WHAT YOU HAVE TO DO
The records that follow are to be transcribed in full, without their images.

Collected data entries

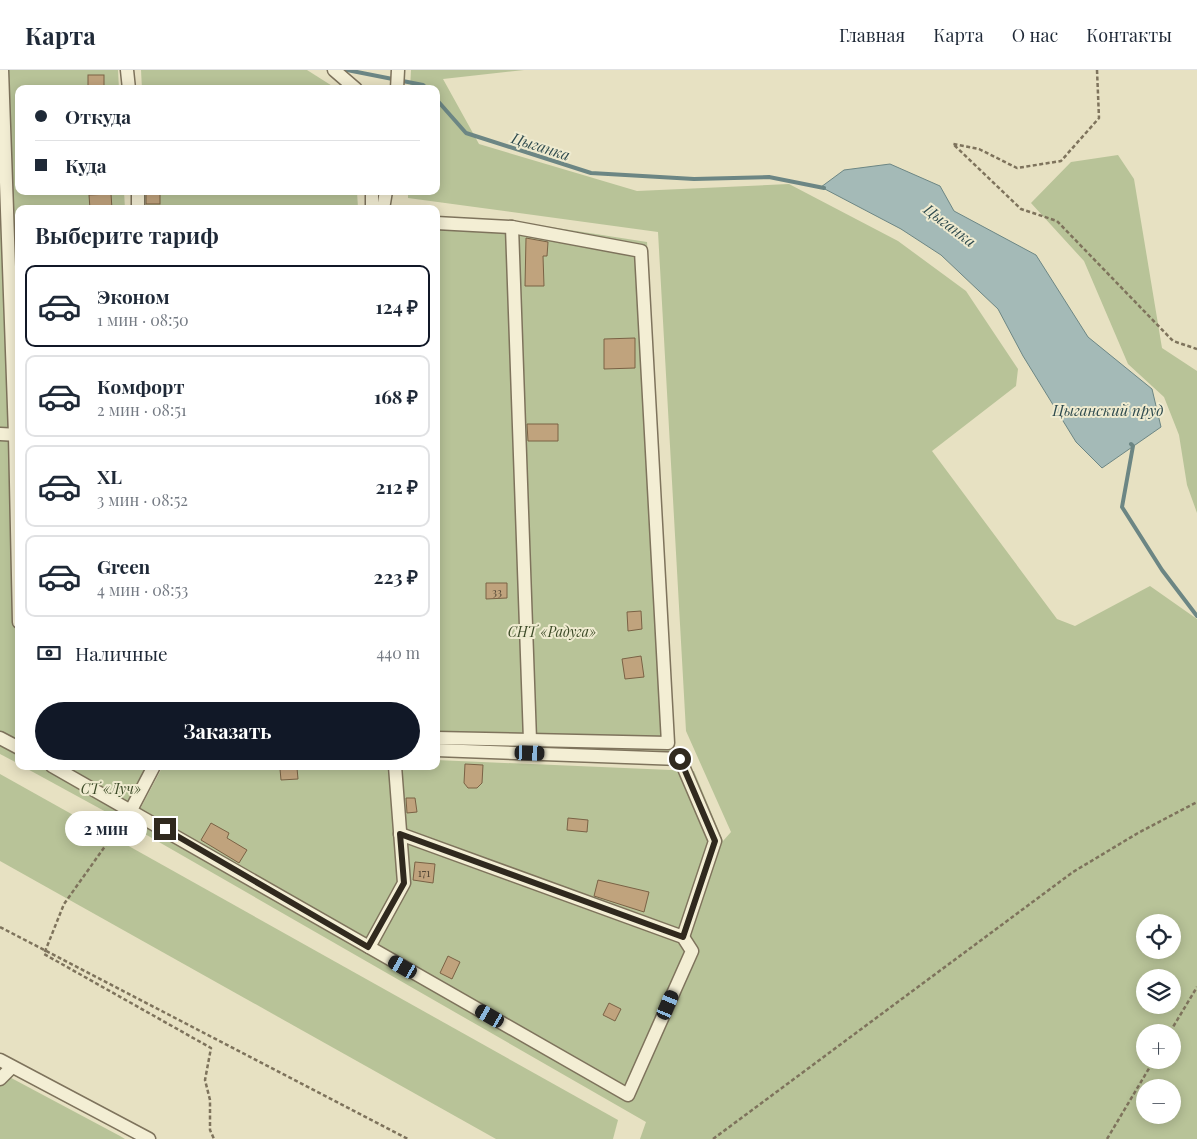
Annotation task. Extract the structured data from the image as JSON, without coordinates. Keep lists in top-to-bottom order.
{
  "water": ["Цыганка", "Цыганский пруд"],
  "parks": ["СНТ «Радуга»", "СТ «Луч»"],
  "house_numbers": ["33", "171"],
  "page": {
    "header": "Карта",
    "nav": [
      "Главная",
      "Карта",
      "О нас",
      "Контакты"
    ],
    "banner": ["Откуда", "Куда"],
    "heading": "Выберите тариф",
    "list": [
      {
        "name": "Эконом",
        "note": "1 мин · 08:50",
        "value": "124 ₽"
      },
      {
        "name": "Комфорт",
        "note": "2 мин · 08:51",
        "value": "168 ₽"
      },
      {
        "name": "XL",
        "note": "3 мин · 08:52",
        "value": "212 ₽"
      },
      {
        "name": "Green",
        "note": "4 мин · 08:53",
        "value": "223 ₽"
      }
    ],
    "pay": ["Наличные", "440 m"],
    "buttons": "Заказать",
    "bubble": "2 мин",
    "map_buttons": ["+", "−"]
  }
}
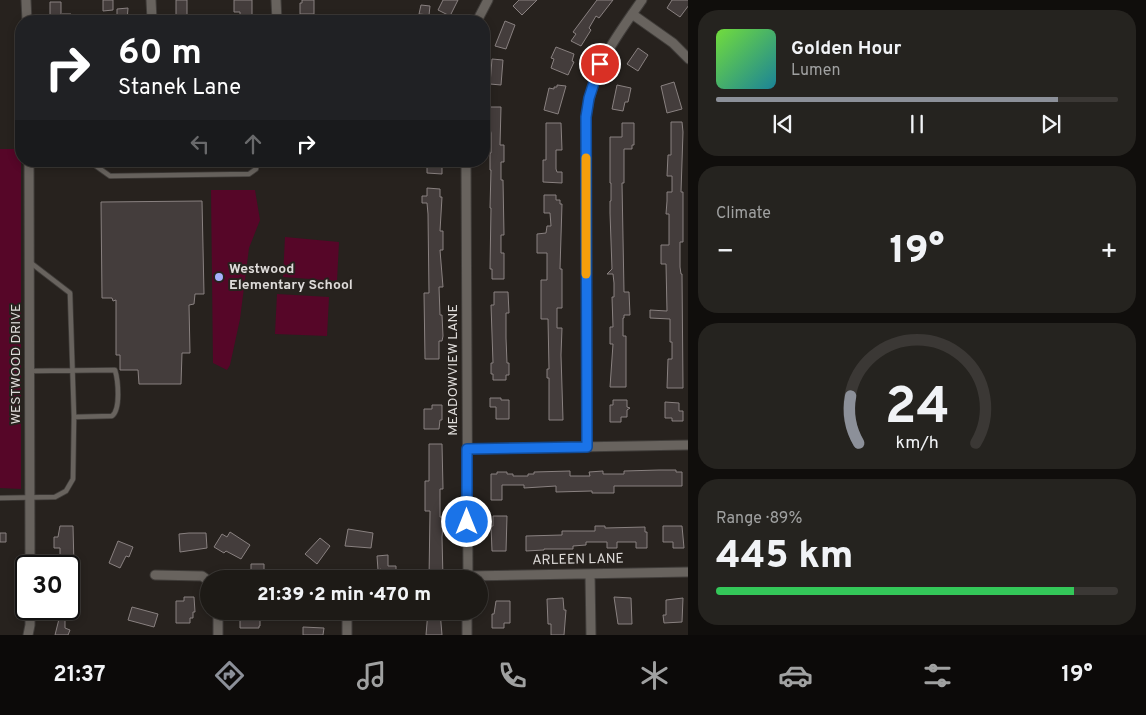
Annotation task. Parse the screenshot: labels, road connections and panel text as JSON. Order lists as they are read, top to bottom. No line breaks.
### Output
{"streets":{"street":["WESTWOOD DRIVE","MEADOWVIEW LANE","ARLEEN LANE"]},"places":["Westwood Elementary School"],"page":{"turn":["60 m","Stanek Lane"],"song":["Golden Hour","Lumen"],"tile":["Climate",["Range · 89%","445 km"]],"heat":["−","19°","+"],"limit":"30","trip":"21:39 · 2 min · 470 m","tabs":["21:37","19°"],"gauge":["24","km/h"]}}
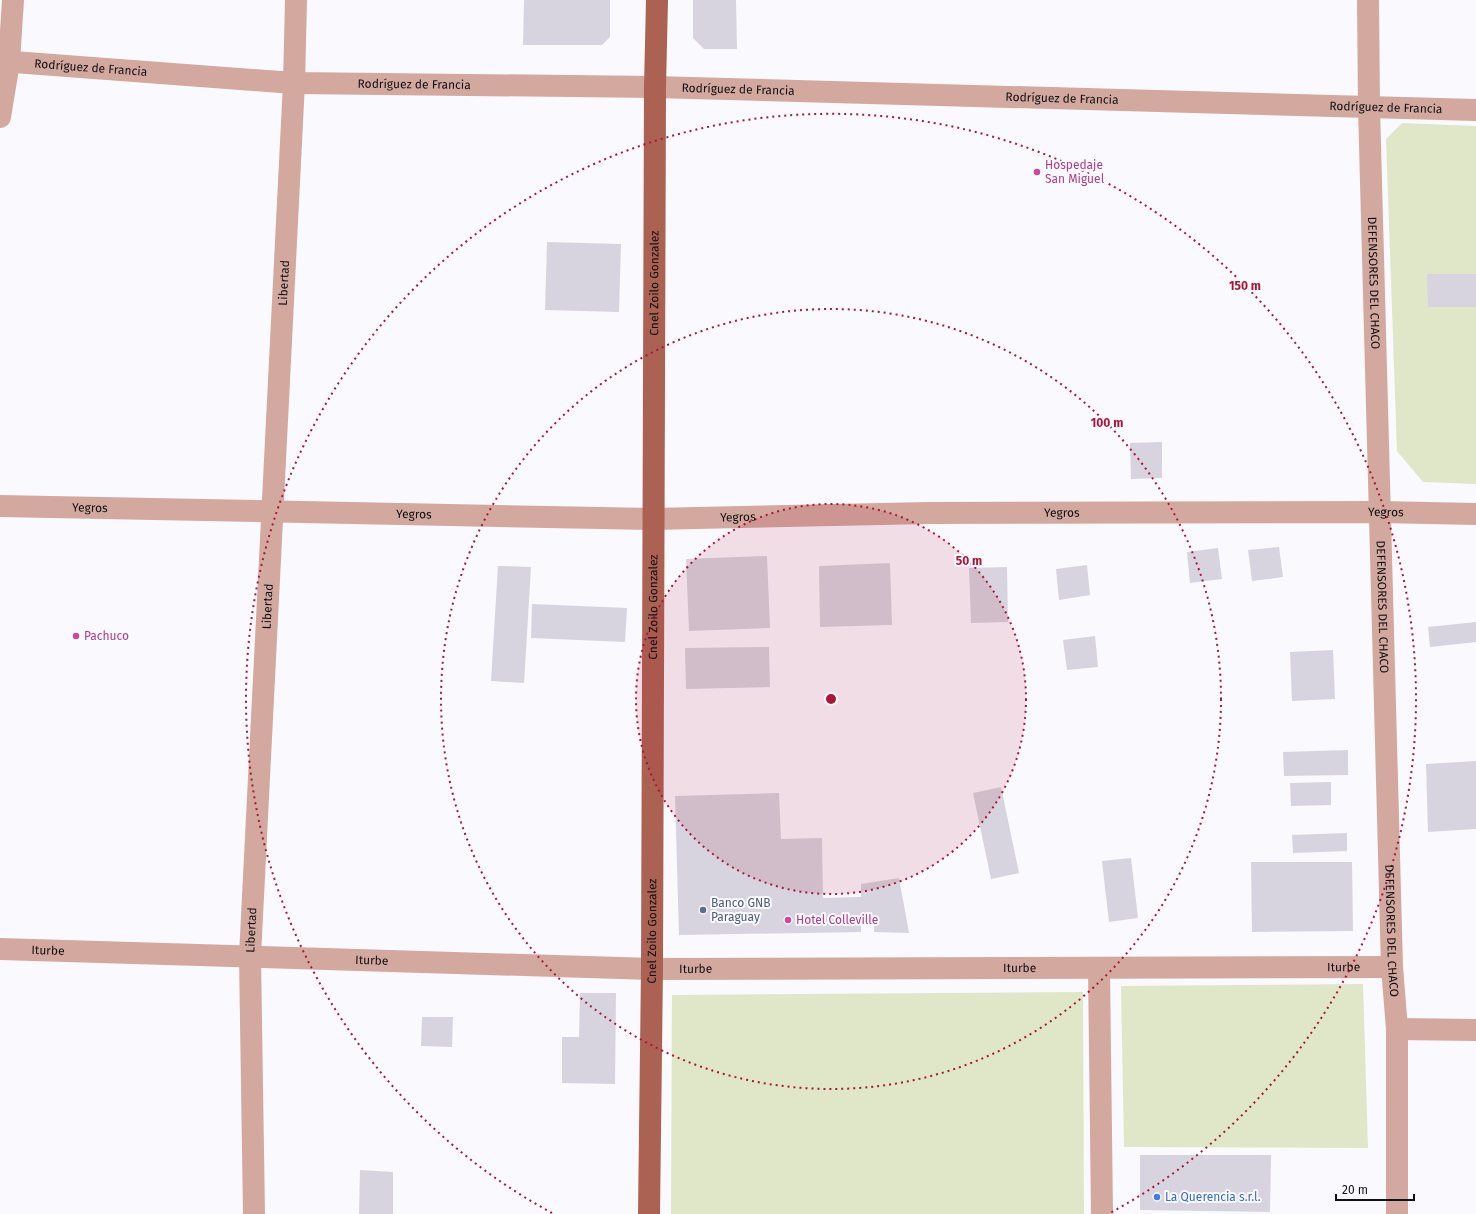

TASK ANSWER
Annotation task. Extract the structured data from the image as JSON, without coordinates. Keep lists in top-to-bottom order.
{
  "water": ["Цыганка", "Цыганский пруд"],
  "parks": ["СНТ «Радуга»", "СТ «Луч»"],
  "house_numbers": ["33", "171"],
  "page": {
    "header": "Карта",
    "nav": [
      "Главная",
      "Карта",
      "О нас",
      "Контакты"
    ],
    "banner": ["Откуда", "Куда"],
    "heading": "Выберите тариф",
    "list": [
      {
        "name": "Эконом",
        "note": "1 мин · 08:50",
        "value": "124 ₽"
      },
      {
        "name": "Комфорт",
        "note": "2 мин · 08:51",
        "value": "168 ₽"
      },
      {
        "name": "XL",
        "note": "3 мин · 08:52",
        "value": "212 ₽"
      },
      {
        "name": "Green",
        "note": "4 мин · 08:53",
        "value": "223 ₽"
      }
    ],
    "pay": ["Наличные", "440 m"],
    "buttons": "Заказать",
    "bubble": "2 мин",
    "map_buttons": ["+", "−"]
  }
}
Annotation task. Parse the screenshot: labels, road connections and panel text as JSON. Order lists as they are read, top to bottom. No line breaks.
### Output
{"streets":{"street":["WESTWOOD DRIVE","MEADOWVIEW LANE","ARLEEN LANE"]},"places":["Westwood Elementary School"],"page":{"turn":["60 m","Stanek Lane"],"song":["Golden Hour","Lumen"],"tile":["Climate",["Range · 89%","445 km"]],"heat":["−","19°","+"],"limit":"30","trip":"21:39 · 2 min · 470 m","tabs":["21:37","19°"],"gauge":["24","km/h"]}}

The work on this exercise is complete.